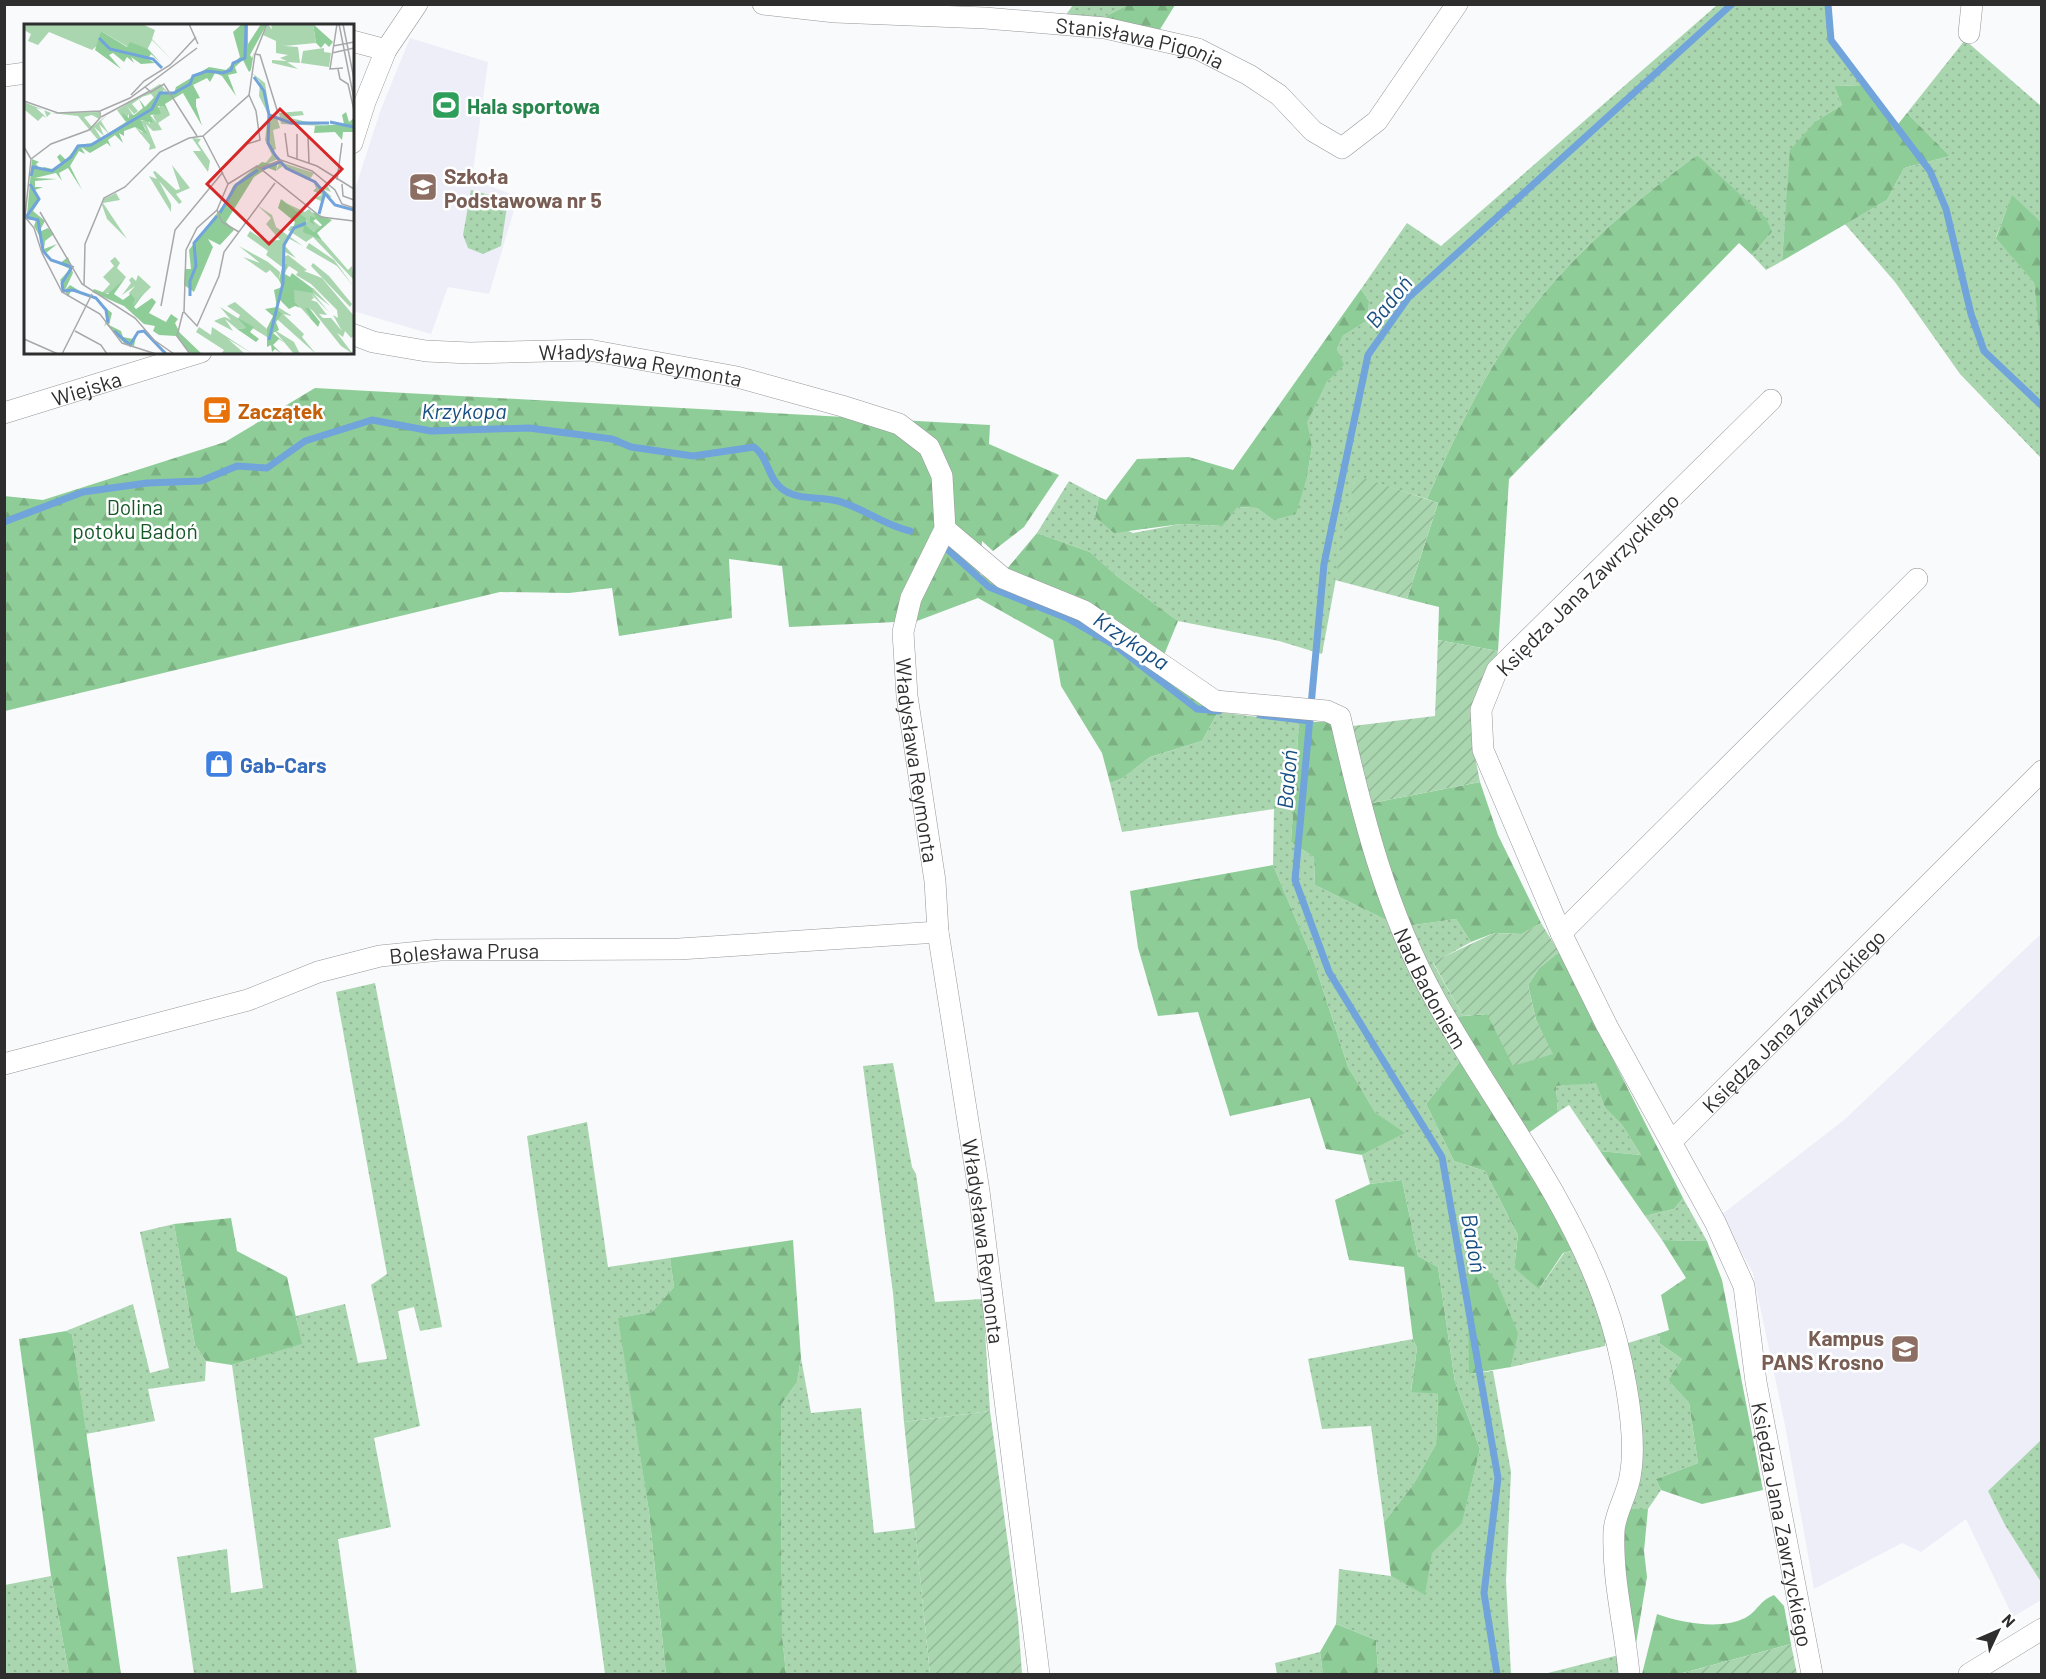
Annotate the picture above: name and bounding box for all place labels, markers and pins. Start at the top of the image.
sports icon: Hala sportowa [430,89,462,121]
place label: Hala sportowa [467,93,600,118]
place label: Szkoła Podstawowa nr 5 [444,163,602,212]
school or university icon: Szkoła Podstawowa nr 5 [407,171,439,203]
cafe icon: Zaczątek [201,394,233,426]
place label: Zaczątek [238,398,323,423]
shop icon: Gab-Cars [203,748,235,780]
place label: Gab-Cars [240,752,327,777]
place label: Kampus PANS Krosno [1762,1325,1884,1374]
school or university icon: Kampus PANS Krosno [1889,1333,1921,1365]

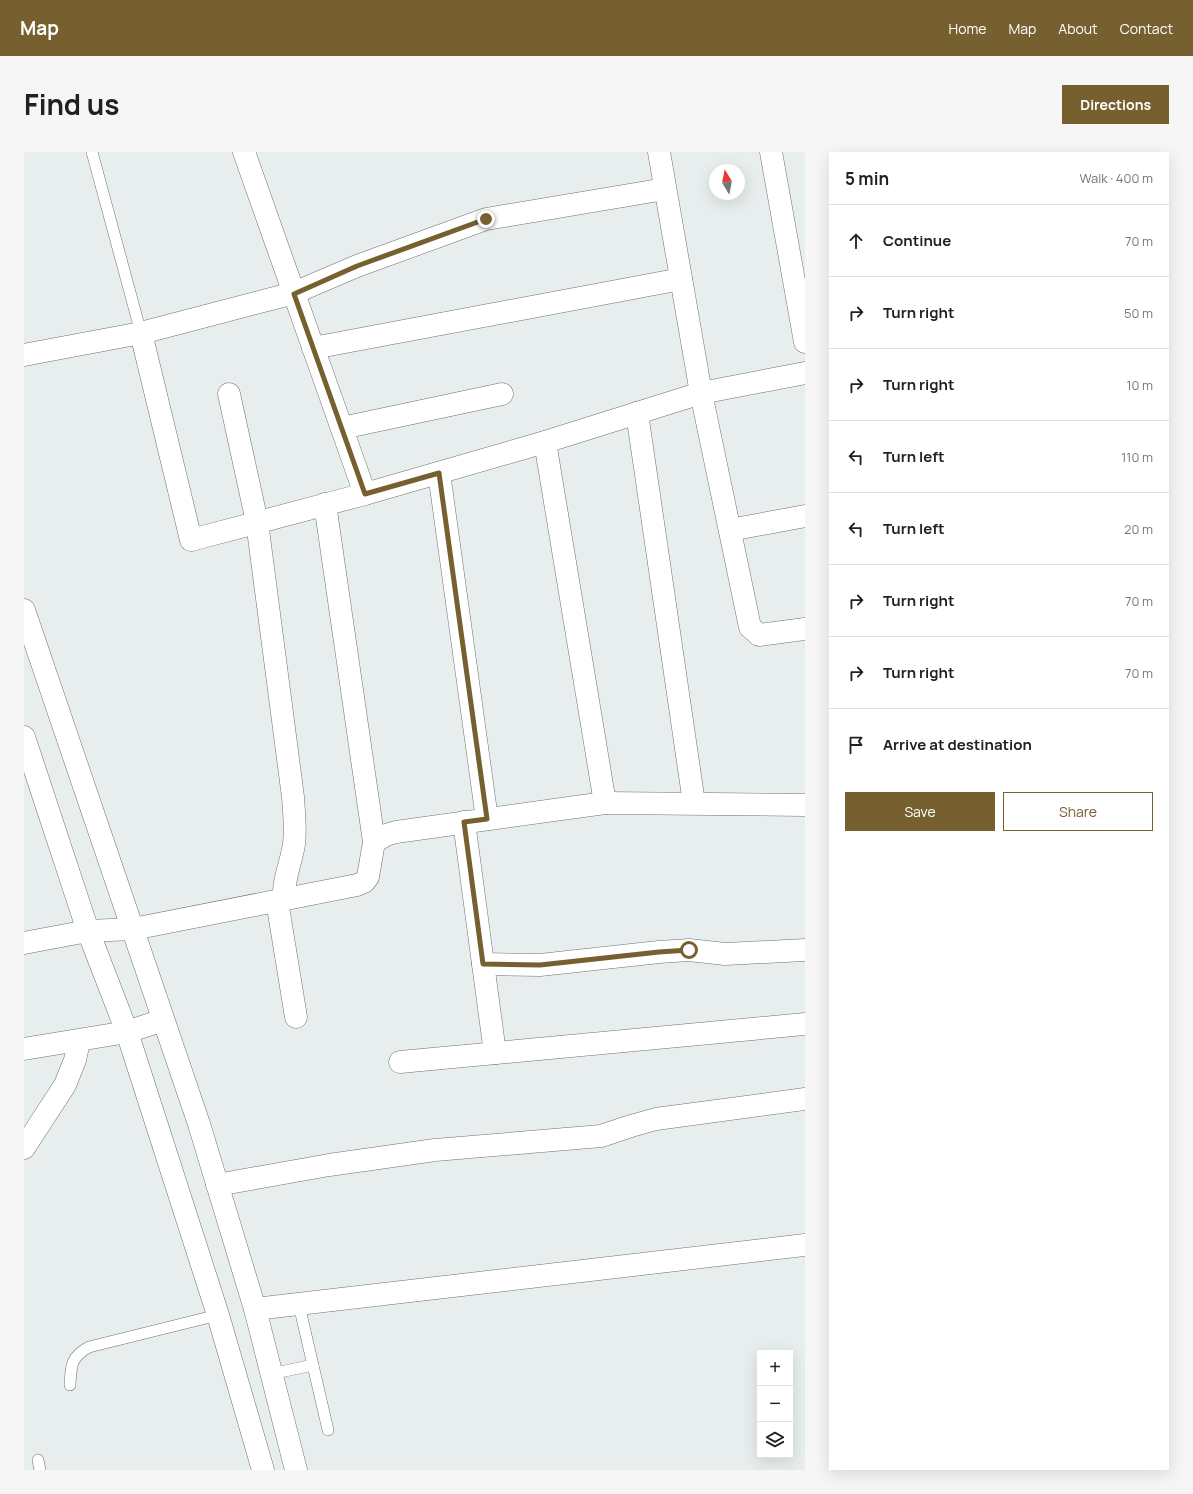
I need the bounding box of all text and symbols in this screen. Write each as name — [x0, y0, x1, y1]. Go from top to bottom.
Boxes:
text: Map — [20, 15, 59, 41]
text: Home — [949, 19, 986, 38]
text: Map — [1008, 19, 1036, 38]
text: About — [1058, 19, 1098, 38]
text: Contact — [1120, 19, 1173, 38]
text: Find us — [24, 85, 119, 123]
button: Directions — [1062, 85, 1169, 124]
north arrow — [709, 164, 745, 200]
text: 5 min — [845, 167, 889, 190]
text: Walk · 400 m — [1079, 169, 1153, 187]
route end — [477, 210, 495, 228]
icon: ahead — [845, 230, 867, 252]
text: Continue — [883, 230, 951, 251]
text: 70 m — [1125, 232, 1153, 250]
icon: right — [845, 302, 867, 324]
text: Turn right — [883, 302, 954, 323]
text: 50 m — [1124, 304, 1153, 322]
icon: right — [845, 374, 867, 396]
text: Turn right — [883, 374, 954, 395]
text: 10 m — [1126, 376, 1153, 394]
icon: left — [845, 446, 867, 468]
text: Turn left — [883, 446, 945, 467]
text: 110 m — [1121, 448, 1153, 466]
icon: left — [845, 518, 867, 540]
text: Turn left — [883, 518, 945, 539]
text: 20 m — [1124, 520, 1153, 538]
icon: right — [845, 590, 867, 612]
text: Turn right — [883, 590, 954, 611]
text: 70 m — [1125, 592, 1153, 610]
icon: right — [845, 662, 867, 684]
text: Turn right — [883, 662, 954, 683]
text: 70 m — [1125, 664, 1153, 682]
icon: arrive — [845, 734, 867, 756]
text: Arrive at destination — [883, 734, 1032, 755]
button: Save — [845, 792, 995, 831]
button: Share — [1003, 792, 1153, 831]
route start — [680, 941, 698, 959]
map controls — [757, 1350, 793, 1458]
button: + — [757, 1350, 793, 1386]
button: − — [757, 1386, 793, 1422]
button: layers — [757, 1422, 793, 1458]

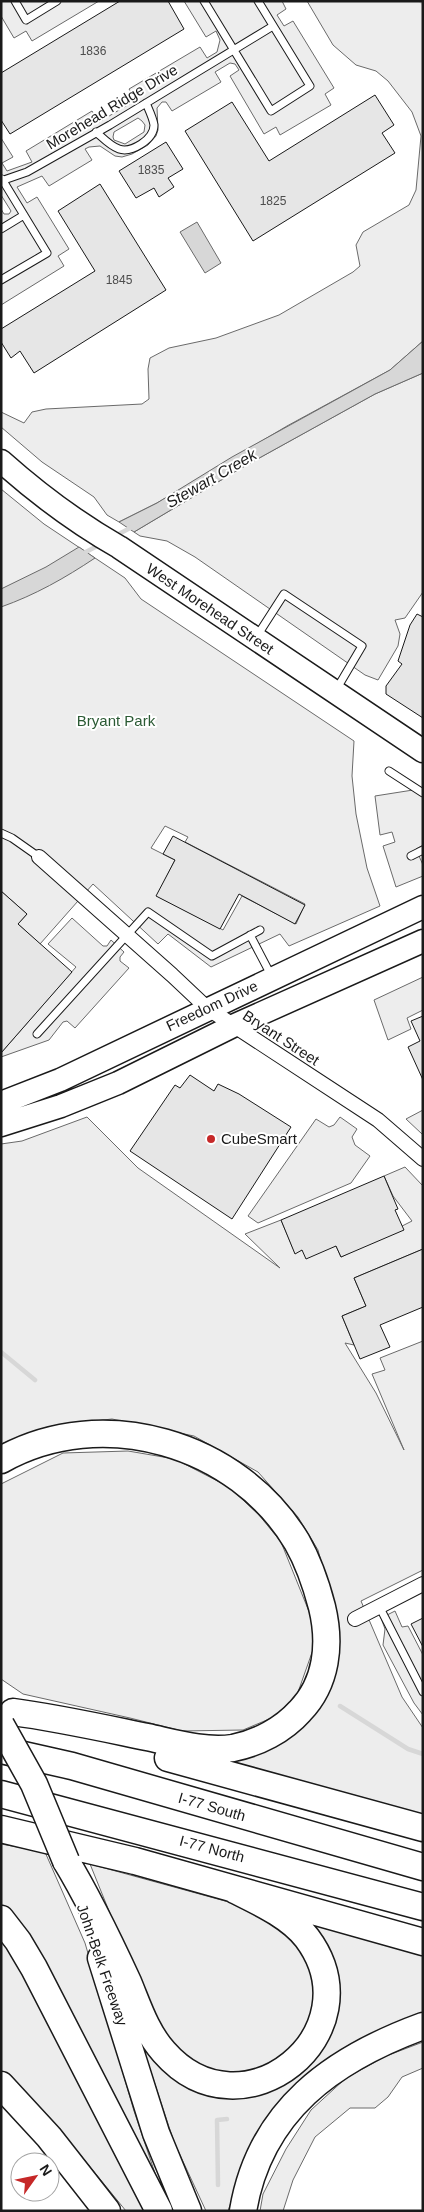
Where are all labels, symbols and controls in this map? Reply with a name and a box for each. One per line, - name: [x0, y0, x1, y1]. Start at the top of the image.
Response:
- house number: 1836: [80, 44, 107, 58]
- street label: Morehead Ridge Drive: [43, 61, 180, 153]
- house number: 1835: [138, 163, 165, 177]
- house number: 1825: [260, 194, 287, 208]
- house number: 1845: [106, 273, 133, 287]
- water label: Stewart Creek: [163, 445, 260, 511]
- street label: West Morehead Street: [143, 560, 278, 658]
- park label: Bryant Park: [77, 712, 156, 729]
- street label: Freedom Drive: [163, 977, 260, 1034]
- street label: Bryant Street: [240, 1007, 323, 1069]
- place label: CubeSmart: [221, 1130, 298, 1147]
- marker: CubeSmart: [205, 1133, 217, 1145]
- street label: I-77 South: [177, 1789, 248, 1824]
- street label: I-77 North: [178, 1832, 247, 1865]
- street label: John Belk Freeway: [74, 1902, 131, 2028]
- north arrow: [10, 2152, 60, 2202]
- text: N: [36, 2161, 55, 2179]

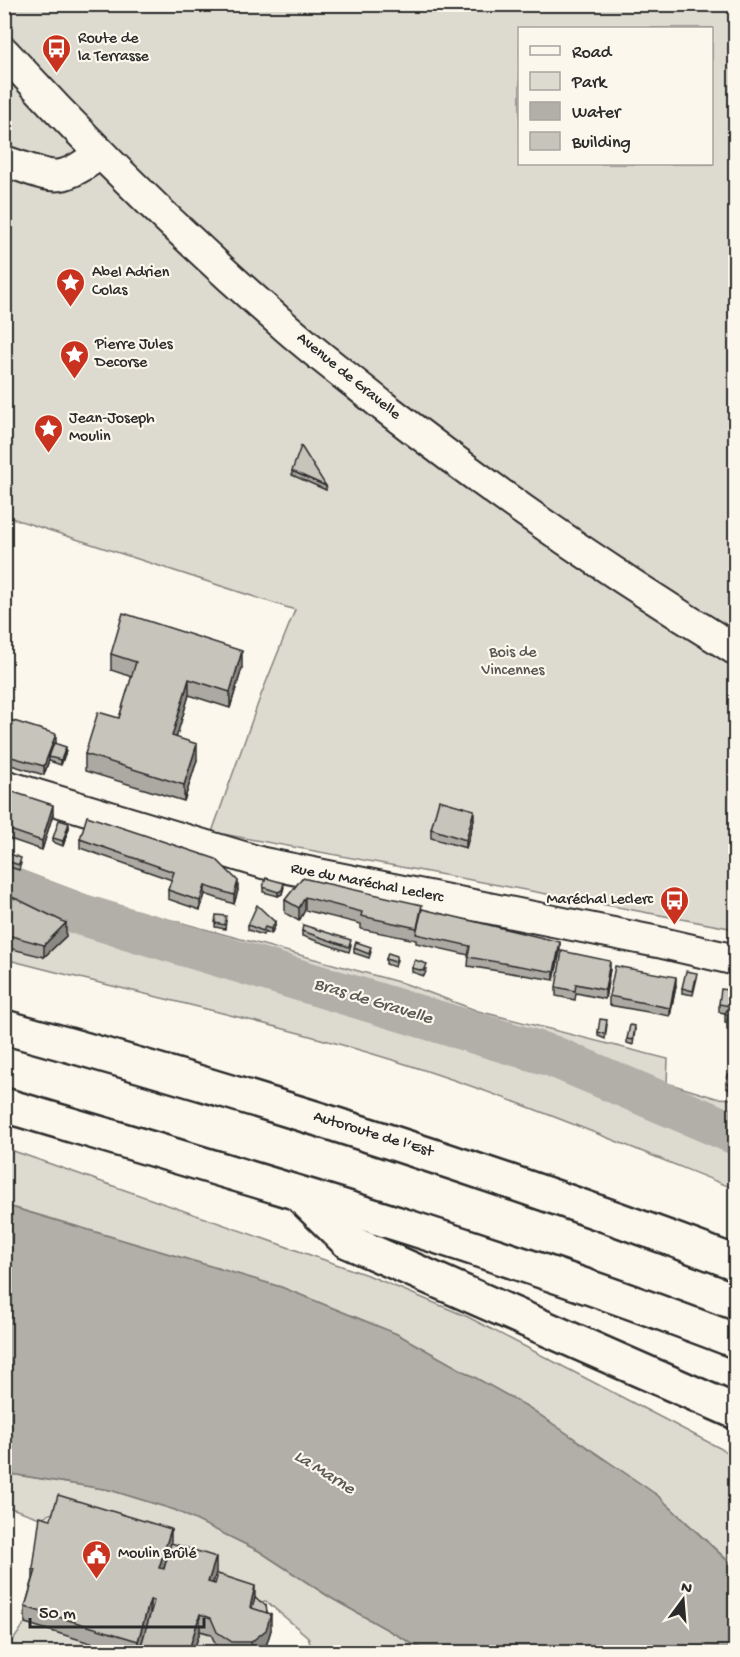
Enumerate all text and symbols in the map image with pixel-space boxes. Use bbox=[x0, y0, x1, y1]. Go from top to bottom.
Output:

┄┄┄┄┄┄┄┄┄┄

● TASK ITEM: Output, line for line and exactly, the records above from their first line through the one with "I need the bounding", both ends included, but no pictures.

● EXERCISE ANSWER:
Annotate the picture above: name and bounding box for all place labels, markers and pins. Start at the top of the image.
sports icon: Hala sportowa [430,89,462,121]
place label: Hala sportowa [467,93,600,118]
place label: Szkoła Podstawowa nr 5 [444,163,602,212]
school or university icon: Szkoła Podstawowa nr 5 [407,171,439,203]
cafe icon: Zaczątek [201,394,233,426]
place label: Zaczątek [238,398,323,423]
shop icon: Gab-Cars [203,748,235,780]
place label: Gab-Cars [240,752,327,777]
place label: Kampus PANS Krosno [1762,1325,1884,1374]
school or university icon: Kampus PANS Krosno [1889,1333,1921,1365]

I need the bounding box of all text and symbols in this screen. Write each as name — [x0, y0, x1, y1]. Go from top to bottom.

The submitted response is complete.